18

Непривычная тишина буфета царапнула меня уже на входе. Погружённая в свои мысли, я не сразу обратила внимание на пустые столики и заполненную до отказа витрину. Это что же, Ясинский совсем озверел?.. Или они настолько увлеклись, что пропустили обед?..

Обычно я приходила к концу утренних репетиций. В начале первого у актёров был перерыв, который Ясинский мог сократить по необходимости, но ещё ни разу не отменял. Собственно, он тоже приходил отобедать, только сидел за отдельным столиком, в стороне. Сомневаюсь, что это было признаком брезгливости и высокомерия — скорее всего, язычник просто не привык к новому месту. Всё же такие радикальные перемены — столичный театр вместо шах-ашенского, верующие вместо язычников, и в роли директора — самоуверенное "дарование", а не мастер.

Хотя сегодня Темногорский был другим. Нет, тонко издеваться над следователем как раз в духе нашего директора. Но последняя его фраза прозвучала иначе, неправильно. Голос с жёсткой расстановкой акцентов. Голос взрослого мужчины, привыкшего брать ответственность за людей. Примерно так защищали своих бедовых учеников наставники кадетского корпуса в Ладанье. Порой я наблюдала за ними из окон школы — и знакомые интонации резанули мне слух.

И Сосновский ведь послушался. Отпустил. Признал за Темногорским право решать. Конечно, обвинить меня в убийстве Сосновский не мог, но кровь попортить следователи умели. Особенно язычникам. Если язычник упрямился и не желал говорить, то полицеские давили на него жалобой в Тайную канцелярию. Эта канцелярия стала главной языческой страшилкой после расправы над Всеволодом, отцом Данимира. Тогда безликие тени в масках положили уйму народа, замешанного в заговоре. Как я поняла из очерков, Тайная канцелярия занимается шпионами, провокаторами и делами, связанными с высокой аристократией.

— Уф! — чей-то звонкий и немного плаксивый голос выдернул меня из размышлений. — Этот следователь так невовремя объявился! Весь график нам испортил! Только-только свежие пирожные в холодный ларь убрала! При такой погоде держать их в ящике — дурость несусветная, а мордам полицеским хоть бы хны, не пропускают! Ой, госпожа, я вас не напугала?.. Вы побледнели!

— Нет-нет, всё в порядке, — улыбнулась я буфетчице и недоумённо свела брови на переносице, — знаете, а я не встречала вас раньше…

Молодая симпатичная женщина с длинной русой косой мне бы запомнилась. Её платье состояло из сиреневой блузы с пышными оборками и тёмной прямой юбки, ну и фартучка, конечно. Волосы были убраны широким ободком, но пряди-завлекалочки всё равно выбивались, а в ушах блестели золотые серёжки.

Позвольте, но она же не буфетчица!

— Я помогаю тётушке, — женщина кивнула на знакомую мне работницу, — в императорском театре же не готовят, а заказывают. Булочки и пирожные, например, из нашей семейной пекарни привозят! Но дядюшка мой, который извозом занимается, вчера простыл дюже сильно! Я сама в театр опоздала, а у вас — полиция! Ужасные люди, ужасные! Еле ящики от грязных рук отбила!

Её грозные возмущения были отрадой для моего сердечка. Как я понимала эту деловую женщину!.. Иной раз сыщики — хуже гостей названных!
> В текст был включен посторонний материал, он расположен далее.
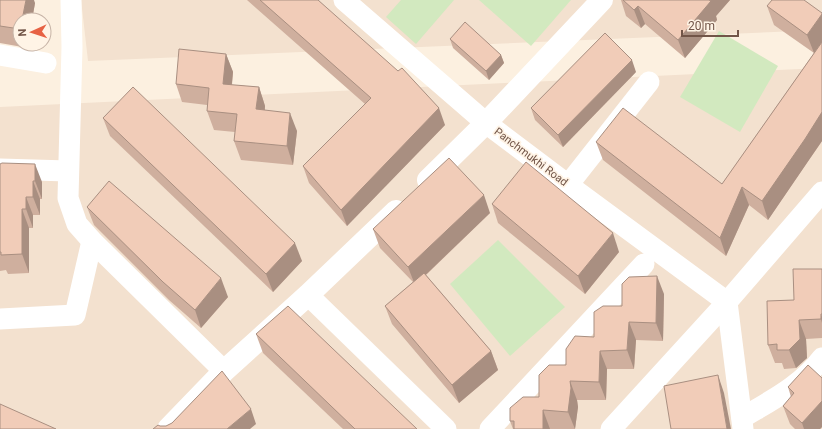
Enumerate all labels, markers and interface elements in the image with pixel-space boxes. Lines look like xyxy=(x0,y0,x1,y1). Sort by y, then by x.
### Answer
north arrow xyxy=(12,12,52,52)
scale bar xyxy=(682,12,738,38)
text: 20 m xyxy=(688,19,715,33)
text: N xyxy=(16,28,29,37)
street label: Panchmukhi Road xyxy=(492,125,570,189)

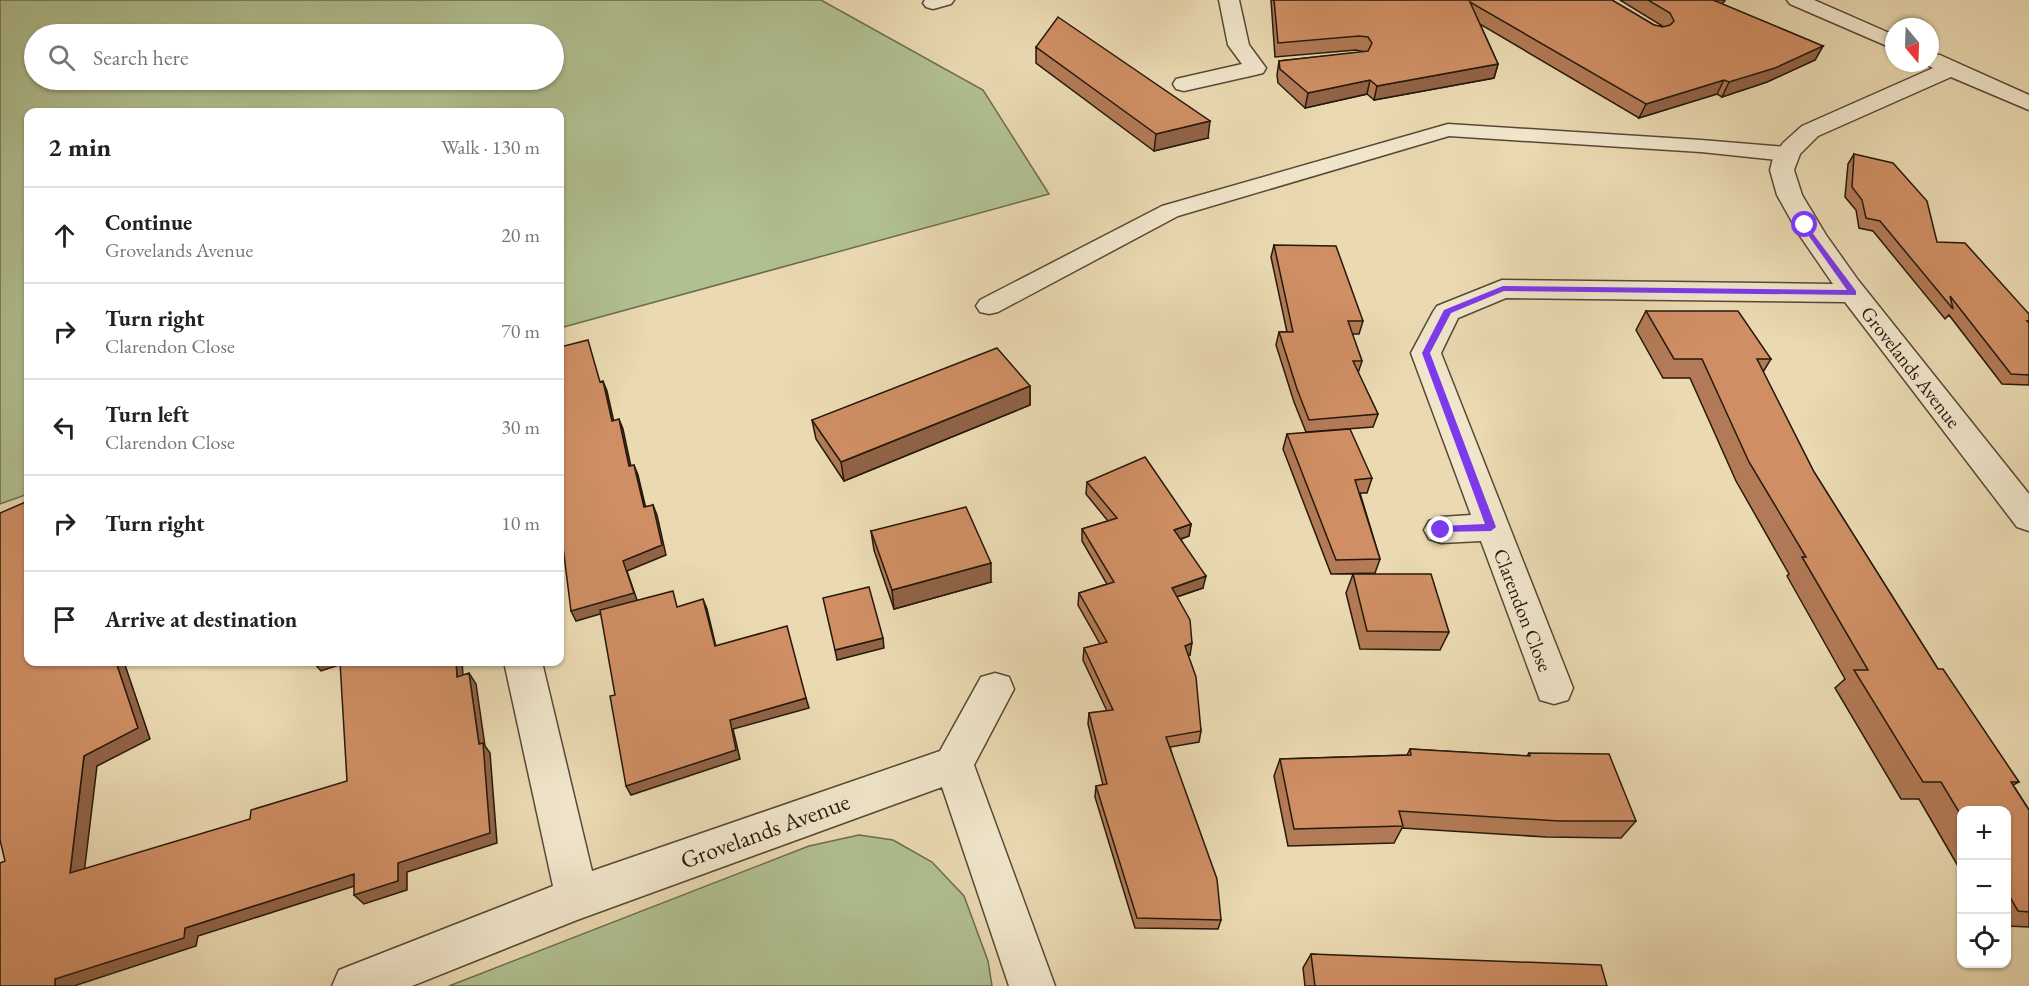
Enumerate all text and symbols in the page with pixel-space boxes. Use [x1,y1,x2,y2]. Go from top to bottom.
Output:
north arrow [1885,18,1939,72]
search box [24,24,564,90]
icon: search [45,41,78,74]
text: Search here [93,43,188,72]
text: 2 min [48,130,111,164]
text: Walk · 130 m [441,134,540,160]
text: Continue [105,208,192,237]
route start [1791,211,1817,237]
icon: ahead [48,219,81,252]
text: 20 m [501,222,540,248]
text: Grovelands Avenue [105,237,253,263]
street label: Grovelands Avenue [1855,301,1967,434]
text: Turn right [105,304,204,333]
icon: right [48,315,81,348]
text: 70 m [501,318,540,344]
text: Clarendon Close [105,333,235,359]
text: Turn left [105,400,189,429]
icon: left [48,411,81,444]
text: 30 m [501,414,540,440]
text: Clarendon Close [105,429,235,455]
icon: right [48,507,81,540]
text: Turn right [105,509,204,538]
text: 10 m [501,510,540,536]
route end [1427,516,1453,542]
street label: Clarendon Close [1488,545,1558,675]
icon: arrive [48,603,81,636]
text: Arrive at destination [105,605,297,634]
street label: Grovelands Avenue [676,786,854,876]
map controls [1957,806,2011,968]
button: + [1957,806,2011,860]
button: − [1957,860,2011,914]
button: locate [1957,914,2011,968]

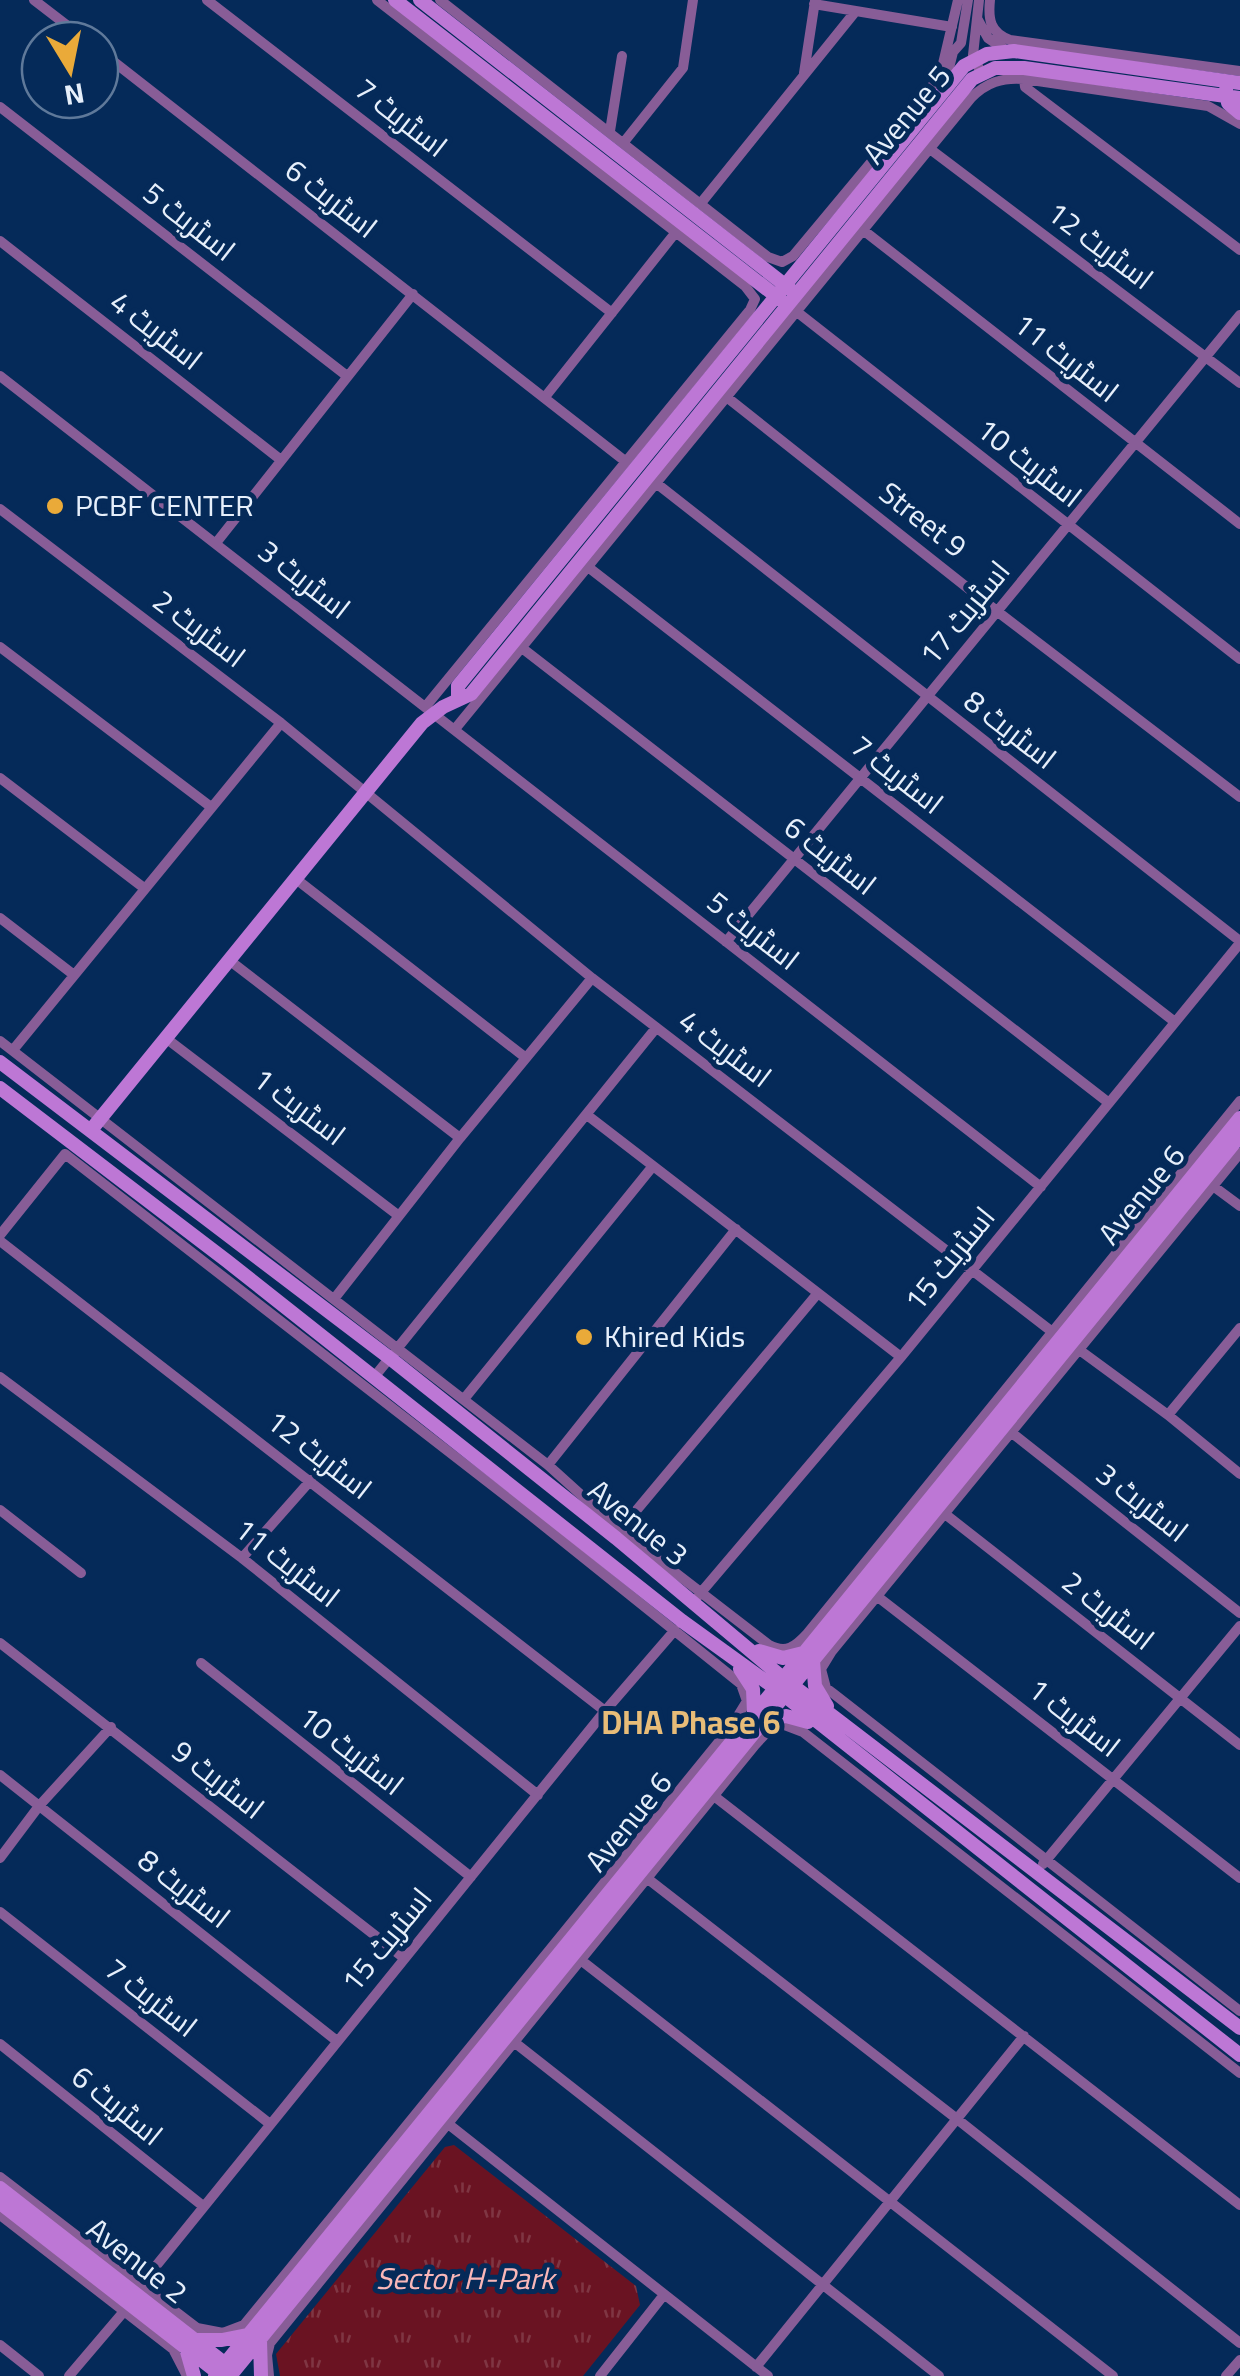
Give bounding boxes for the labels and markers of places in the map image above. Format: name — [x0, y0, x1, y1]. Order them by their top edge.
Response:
place label: PCBF CENTER — [75, 477, 254, 533]
marker: PCBF CENTER — [44, 495, 66, 517]
place label: Khired Kids — [604, 1308, 745, 1364]
marker: Khired Kids — [573, 1326, 595, 1348]

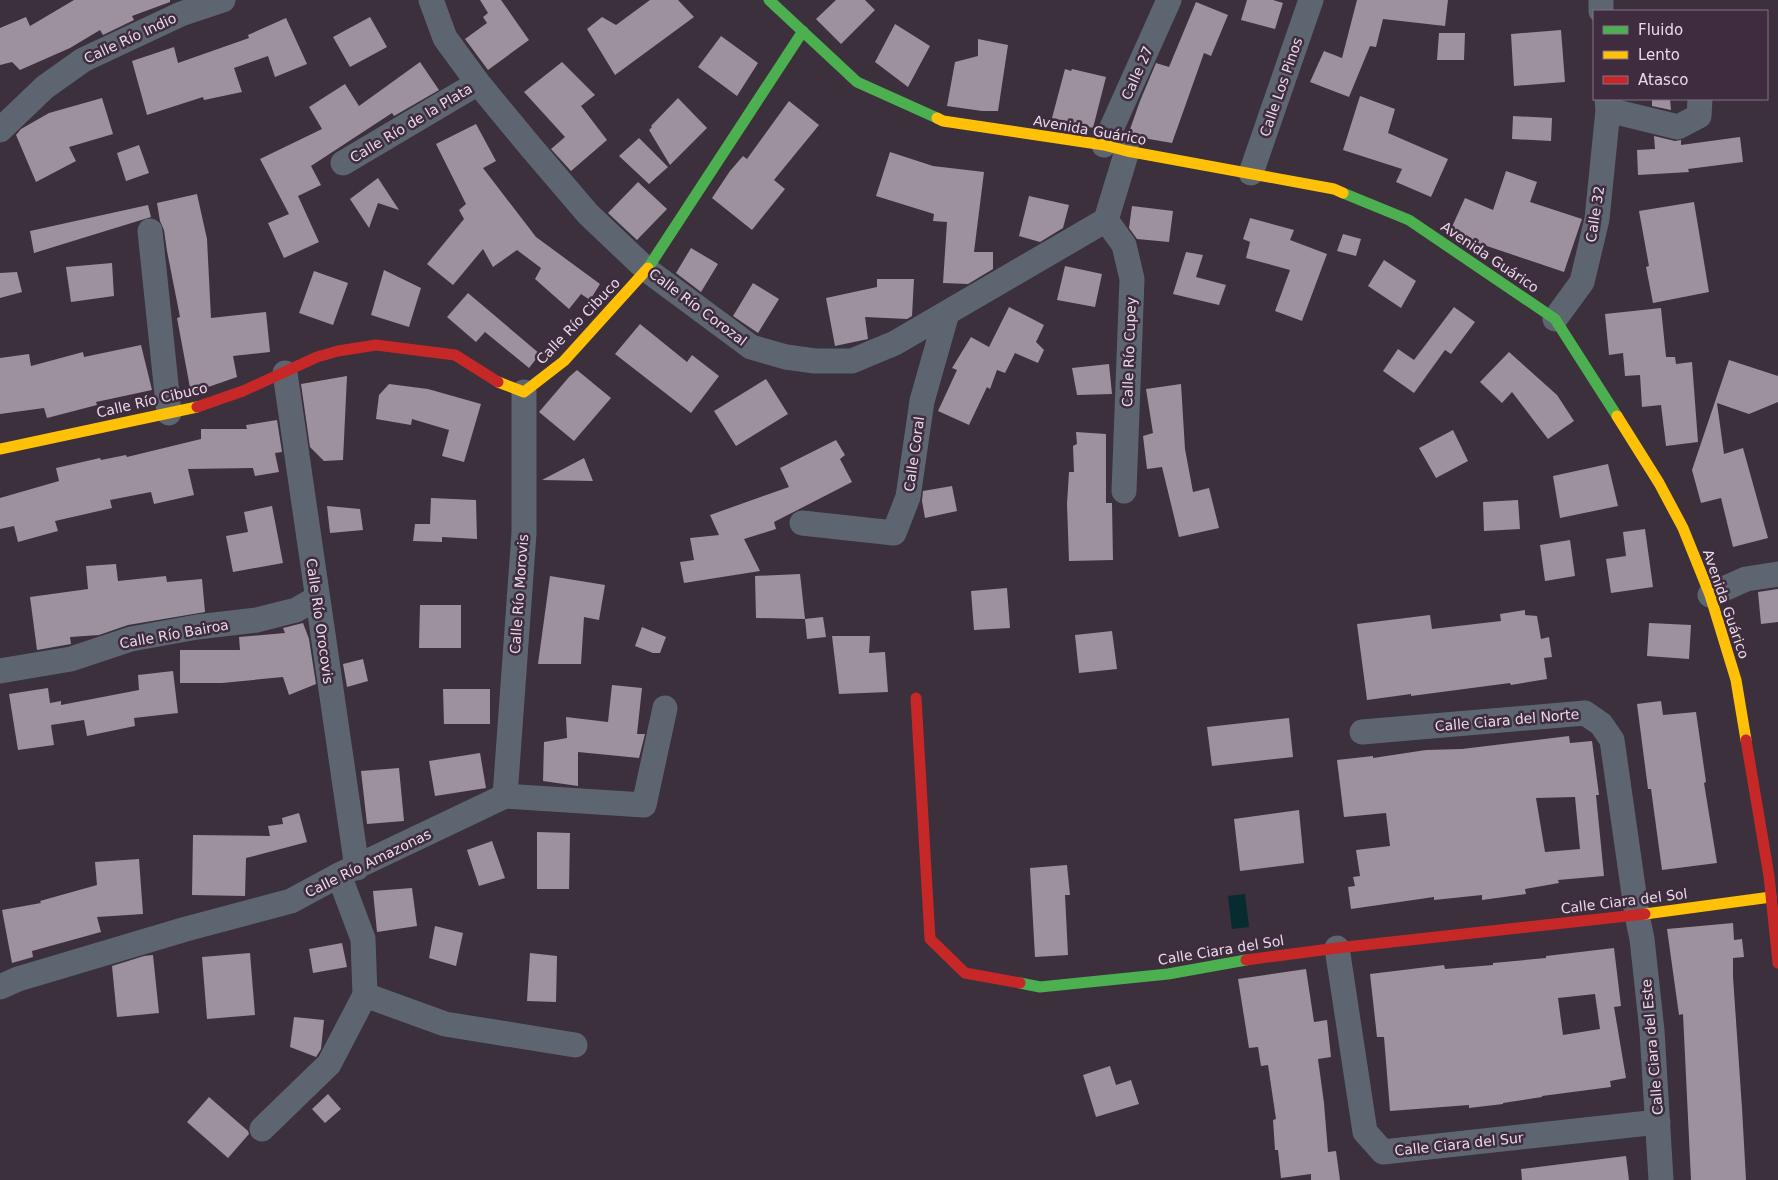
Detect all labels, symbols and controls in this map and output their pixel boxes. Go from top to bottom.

— Сена из рода Сириновых, — представилась я, — мне очень нравятся, как готовят в вашей семье. Не подскажете пекарню?.. А то в нашем буфете выбор маленький!

— Ленар Кремовская, — она приложила руки к груди, и я увидела на её запястьях традиционную языческую вязь. Ох ничего себе, какие у театра пекари! Язычники! — Спасибо вам, госпожа Сена, конечно, заходите! У моста на Веселовской улице, пятый дом, не потеряетесь! Но я маменьке скажу, мы для вас чего-нибудь эдакое придумаем…

— Хм, а можно мне тоже "эдакое"?.. — раздался рядом с нами медовый голос Ника. Я только глаза закатила — вот ж неугомоный! Обязательно каждую барышню в округе очаровывать?..

Ленар, оценив ведущего актёра, нервно затеребила кончик косы и засуетилась.

— А чего вы задержались? — спохватилась я. — Ясинский лютовал?

— Как не полютуешь, когда следователь на два часа репетицию задержал! — пробурчал режиссёр, явившийся с остальными. С язычника аж искры сыпались — Ленар застыла на месте, разглядывая сие чудо.

— Вы язычник, посвящённый Перуну? — изумилась она и снова в косу свою вцепилась. Ясинский недоумённо покосился на Ленар.

— Ну да, — пожал плечами он, — вас что-то смущает?

— Простите, не хотела показаться бестактной! Я много слышала о молниях и вашем даре, но вживую не видела. Я…

Щёки у Ленар покраснели от смущения, и я поспешила ей на помощь.

— А какое у нашего директора посвящение, Ладмир? Просто интересно!

— Марочник он, — ответила вместо режиссёра Ленар, — я, когда договор подписывала, вязь его приметила, Моране посвящённую. Даже чувство юмора фирменное, дурацкое. Марочники, они такие, любят пошутить, будто у них девять жизней в запасе! Ой, простите, совсем я разговорилась! Тётушка, выходи, у нас актёры голодные!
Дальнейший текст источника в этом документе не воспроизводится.